FROM a Scottish perspective, the most significant aspect of the 2019 War of the British Constitution has been the role played in it by Joanna Cherry and, to a lesser extent, Ian Blackford. This pair, along with the indefatigable Gina Miller, have driven this movement to maintain the pillars of British parliamentary democracy. In this, they were informed by universal ideas of speaking truth to power and holding governments to full and transparent account.

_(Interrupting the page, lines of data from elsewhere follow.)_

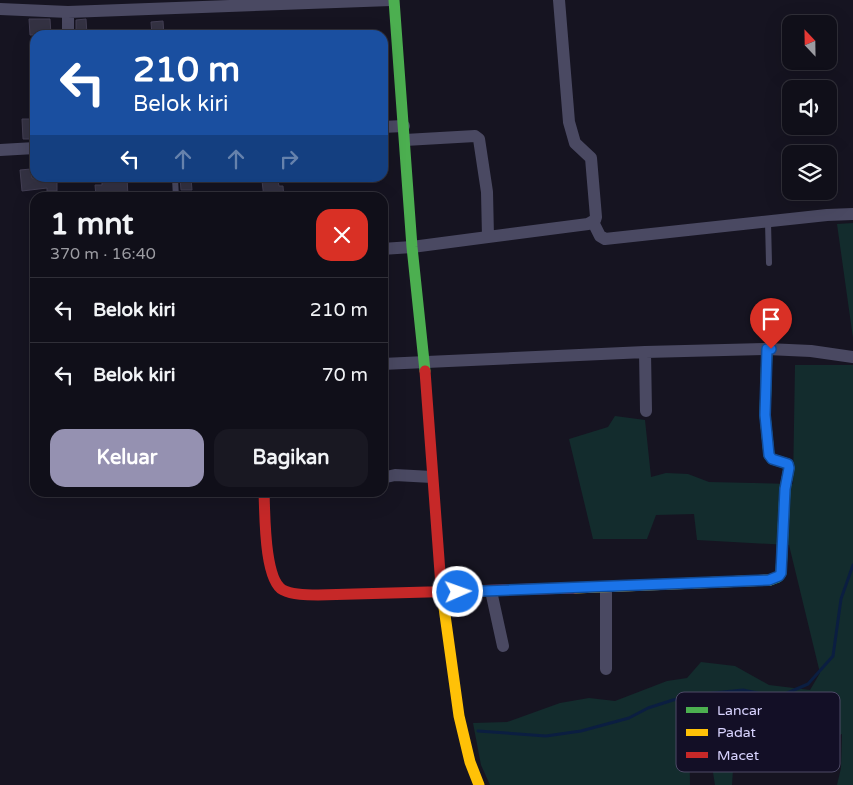 <!DOCTYPE html>
<html lang="id">
<meta charset="utf-8">
<style>
:root{--surface:#100f19;--page:#191822;--text:#f1f3f6;--muted:#9c9ca2;--line:#302f38;--accent:#9591b1}
body{margin:0;font-family:"Varela Round",sans-serif;background:var(--page);color:var(--text);height:100vh;display:flex;flex-direction:column;font-size:19px;white-space:nowrap}
*{box-sizing:border-box;margin:0}
p{font-size:16px;color:var(--muted)}
.icon{flex:none;width:28px;height:28px;fill:none;stroke:currentColor;stroke-width:2;stroke-linecap:round;stroke-linejoin:round}
.map{position:relative;flex:1;overflow:hidden}
.side{position:absolute;left:30px;top:192px;width:358px;height:305px;display:flex;flex-direction:column;background:var(--surface);border-radius:15px;box-shadow:0 5px 20px #0002,0 0 0 1px var(--line)}
.side>*{flex:none}
.banner{position:absolute;left:30px;top:30px;width:358px;height:152px;border-radius:15px;box-shadow:0 5px 20px #0002,0 0 0 1px var(--line);background:#1a4fa0;color:#fff;overflow:hidden}
.needle{width:32px;rotate:338deg}
.tools{position:absolute;left:782px;top:15px;display:grid;gap:10px}
.tools a{display:grid;place-items:center;width:55px;height:55px;border-radius:10px;background:var(--surface);box-shadow:0 5px 20px #0002,0 0 0 1px var(--line);font-size:25px}
.pin{position:absolute;display:grid;place-items:center;width:42px;height:42px;color:#fff;margin:-51px -21px;border-radius:50% 50% 50% 0;rotate:-45deg;box-shadow:0 0 5px #0007}
.pin .icon{rotate:45deg}
.me{position:absolute;width:55px;margin:-28px;rotate:88deg;stroke-linejoin:round;filter:drop-shadow(0 0 4px #0008)}
.turn{display:flex;align-items:center;gap:18px;height:105px;padding:0 20px;font-size:22px}
.turn .icon{width:65px;height:65px;stroke-width:2.5}
.turn b{display:block;font-size:35px;line-height:42px}
.lanes{display:flex;align-items:center;height:48px;padding:0 20px;background:#0003;justify-content:center;gap:25px;direction:ltr}
.lanes .off{opacity:.35}
.round{display:grid;place-items:center;flex:none;width:52px;height:52px;border-radius:15px;background:var(--page)}
.overview{display:flex;align-items:center;justify-content:space-between;height:85px;padding:0 20px}
h1{font-size:30px;font-weight:700;line-height:38px}
.action{display:flex;gap:10px;margin-top:auto;padding:10px 20px}
.action a{flex:1;height:58px;border-radius:15px;background:var(--accent);color:#fff;font-size:20px;font-weight:700;line-height:58px;text-align:center}
.action a+a{background:var(--page);color:var(--text)}
ul{padding:0;list-style:none}
li{display:flex;align-items:center;gap:15px;height:65px;padding:0 20px;border-top:1px solid var(--line)}
li div{flex:1}
li b{display:block;font-size:19px}
li em{font-style:normal}
.map>svg:first-child{display:block}
.green{fill:#132c2d}
.lines{fill:none;stroke-linecap:round;stroke-linejoin:round}
.stream{stroke:#0b1e41;stroke-width:3}
.building{fill:#343243;stroke:#433f54}
.lane{stroke:#4a4962;stroke-width:6}
.street{stroke:#4a4962;stroke-width:12}
.fast{stroke:#4caf50;stroke-width:11}
.slow{stroke:#ffc107;stroke-width:11}
.jam{stroke:#c62828;stroke-width:11}
.route-casing{stroke:#114b97;stroke-width:12}
.route{stroke:#1a73e8;stroke-width:9}
.key{fill:#130f26;stroke:#4e4a67;stroke-width:1}
.key-label{font-size:14px;fill:#d9d4ff}
</style>
<div class="map">
<svg width="853" height="785" viewBox="0 0 853 785">
<rect width="100%" height="100%" fill="#161421"/>
<path class="green" d="M 853,223 L 853,338 L 837,224 Z
M 795,365 L 853,365 L 853,785 L 837,785 L 841,768 L 842,734 L 801,753 L 734,754 L 732,785 L 715,785 L 705,722 L 689,727 L 690,785 L 490,785 L 481,765 L 473,723 L 507,722 L 560,703 L 589,698 L 615,701 L 667,681 L 687,678 L 701,662 L 735,666 L 769,685 L 810,690 L 820,673 L 789,545 L 697,540 L 694,514 L 656,515 L 647,539 L 593,539 L 569,439 L 608,427 L 615,416 L 645,420 L 651,477 L 666,473 L 688,474 L 709,482 L 793,484 Z"/>
<g class="lines">
<path class="stream" d="M 478,731 L 546,736 L 581,731 L 629,718 L 648,708 L 673,700 L 713,693 L 743,690 L 778,697 L 808,684 L 833,656 L 841,599 L 853,565"/>
</g>
<path class="building" d="M 29,19 L 50,19 L 51,35 L 30,35 Z
M 86,19 L 87,35 L 76,35 L 76,20 Z
M 163,21 L 164,35 L 152,35 L 151,22 Z
M 22,119 L 31,119 L 32,139 L 23,139 Z
M 31,169 L 32,178 L 57,178 L 57,191 L 47,191 L 47,188 L 22,191 L 20,170 Z
M 119,178 L 127,178 L 128,196 L 96,196 L 95,185 L 102,185 L 102,179 L 119,179 Z
M 180,178 L 191,178 L 192,190 L 181,190 Z
M 278,180 L 279,186 L 283,186 L 284,198 L 264,198 L 262,181 Z"/>
<g class="lines">
<path class="lane" d="M 175,178 L 176,198
M 768,222 L 769,263
M 771,348 L 774,310"/>
<path class="street" d="M 0,9 L 68,12 L 391,0
M 68,12 L 68,35
M 382,127 L 404,126
M 0,150 L 35,148
M 593,222 L 600,236 L 605,239 L 827,215 L 853,214
M 488,237 L 588,224 L 595,220 L 596,217 L 591,158 L 575,143 L 569,122 L 559,0
M 382,249 L 412,247 L 488,237 L 487,192 L 479,139 L 475,136 L 405,140
M 645,352 L 646,411
M 382,364 L 645,352 L 767,349 L 811,351 L 853,357
M 382,478 L 395,475 L 432,477
M 491,591 L 503,646
M 606,669 L 606,587"/>
<path class="fast" d="M 394,0 L 412,247 L 425,371
M 767,349 L 765,415 L 769,455 L 772,459 L 788,464 L 789,468 L 785,489 L 781,573 L 778,577 L 770,580"/>
<path class="slow" d="M 441,586 L 459,716 L 470,762 L 479,785
M 575,588 L 770,580"/>
<path class="jam" d="M 425,371 L 441,586
M 264,492 C 265,513 264,580 283,590 C 293,595 307,595 318,595 L 575,588"/>
</g>
<g class="lines">
<g class="route-casing">
<path id="route" d="M 458,592 L 769,580 L 779,576 L 781,573 L 785,489 L 789,468 L 788,464 L 772,459 L 769,455 L 765,415 L 767,349 L 771,349"/>
</g>
<use href="#route" class="route"/>
</g>
<rect x="676" y="692" width="164" height="80" rx="8" class="key"/>
<rect x="686" y="707" width="22" height="6" fill="#4caf50"/>
<rect x="686" y="729" width="22" height="7" fill="#ffc107"/>
<rect x="686" y="752" width="22" height="6" fill="#c62828"/>
<g class="key-label">
<text x="717" y="715">Lancar</text>
<text x="717" y="737">Padat</text>
<text x="717" y="760">Macet</text>
</g>
</svg>
<div class="tools">
<a><svg class="needle" viewBox="-14 -14 28 28"><path d="M0-13l5 13h-10z" fill="#e53935"/><path d="M0 13l5-13h-10z" fill="#9c9ca2"/></svg></a>
<a><svg class="icon" aria-label="sound" viewBox="0 0 24 24"><path d="M4 9h4l5-4v14l-5-4H4zM17 9q2 3 0 6"/></svg></a>
<a><svg class="icon" aria-label="layers" viewBox="0 0 24 24"><path d="M12 4l9 5-9 5-9-5zM3 14l9 5 9-5"/></svg></a>
</div>
<div class="pin" style="left:771px;top:349px;background:#d93025"><svg class="icon" aria-label="arrive" viewBox="0 0 24 24"><path d="M6 21V4h12l-3 4 3 4H6"/></svg></div>
<svg class="me" style="left:458px;top:592px" viewBox="-20 -20 40 40"><circle r="17" fill="#1a73e8" stroke="#fff" stroke-width="3"/><path d="M0-11L8 9 0 5-8 9z" fill="#fff"/></svg>
<div class="banner">
<div class="turn"><svg class="icon" aria-label="left" viewBox="0 0 24 24"><path d="M17 20v-9H6M10 6l-5 5 5 5"/></svg><div><b>210 m</b>Belok kiri</div></div>
<div class="lanes"><svg class="icon" aria-label="left" viewBox="0 0 24 24"><path d="M17 20v-9H6M10 6l-5 5 5 5"/></svg><svg class="icon off" aria-label="ahead" viewBox="0 0 24 24"><path d="M12 20V5M6 11l6-6 6 6"/></svg><svg class="icon off" aria-label="ahead" viewBox="0 0 24 24"><path d="M12 20V5M6 11l6-6 6 6"/></svg><svg class="icon off" aria-label="right" viewBox="0 0 24 24"><path d="M7 20v-9h11M14 6l5 5-5 5"/></svg></div>
</div>
<section class="side">
<div class="overview"><div><h1>1 mnt</h1><p>370 m · 16:40</p></div><a class="round" style="background:#d93025;color:#fff"><svg class="icon" aria-label="close" viewBox="0 0 24 24"><path d="M6 6l12 12M18 6L6 18"/></svg></a></div>
<ul>
<li><svg class="icon" aria-label="left" viewBox="0 0 24 24"><path d="M17 20v-9H6M10 6l-5 5 5 5"/></svg><div><b>Belok kiri</b></div><em>210 m</em></li>
<li><svg class="icon" aria-label="left" viewBox="0 0 24 24"><path d="M17 20v-9H6M10 6l-5 5 5 5"/></svg><div><b>Belok kiri</b></div><em>70 m</em></li>
</ul>
<div class="action"><a>Keluar</a><a>Bagikan</a></div>
</section>
</div>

Cherry is admired on all sides of the House of Commons and not the least because she obviously retains a great deal of respect – admiration even – for old and cherished English institutions that pre-date 1707 and the Act of Union. She is a future leader of the SNP and may well be the one to maintain bridges and dialogue to the rest of the UK in the thorny and turbulent early years of an independent Scotland. Cherry and Blackford represent the universal nationalism of their party, one that in seeking merely to determine Scotland’s own future also desires it to be characterised by universal values of common humanity and democratic accountability.

I wish Jo Swinson well in her new job but if she is to make her mark on British politics she would be advised to look at Cherry and Nicola Sturgeon and learn from the way they conduct themselves. To insist these women represent something narrow and exclusive damages Swinson and invites early questions about her leadership abilities.

The English nationalism that fuels hard Brexit is a medieval witch-finder credo that seeks to marginalise and intimidate minorities while proclaiming racial superiority. The desire to defeat this wickedness lay at the heart of Joanna Cherry’s fight to protect the values of the UK Parliament and epitomises the Yes movement’s political and moral philosophy.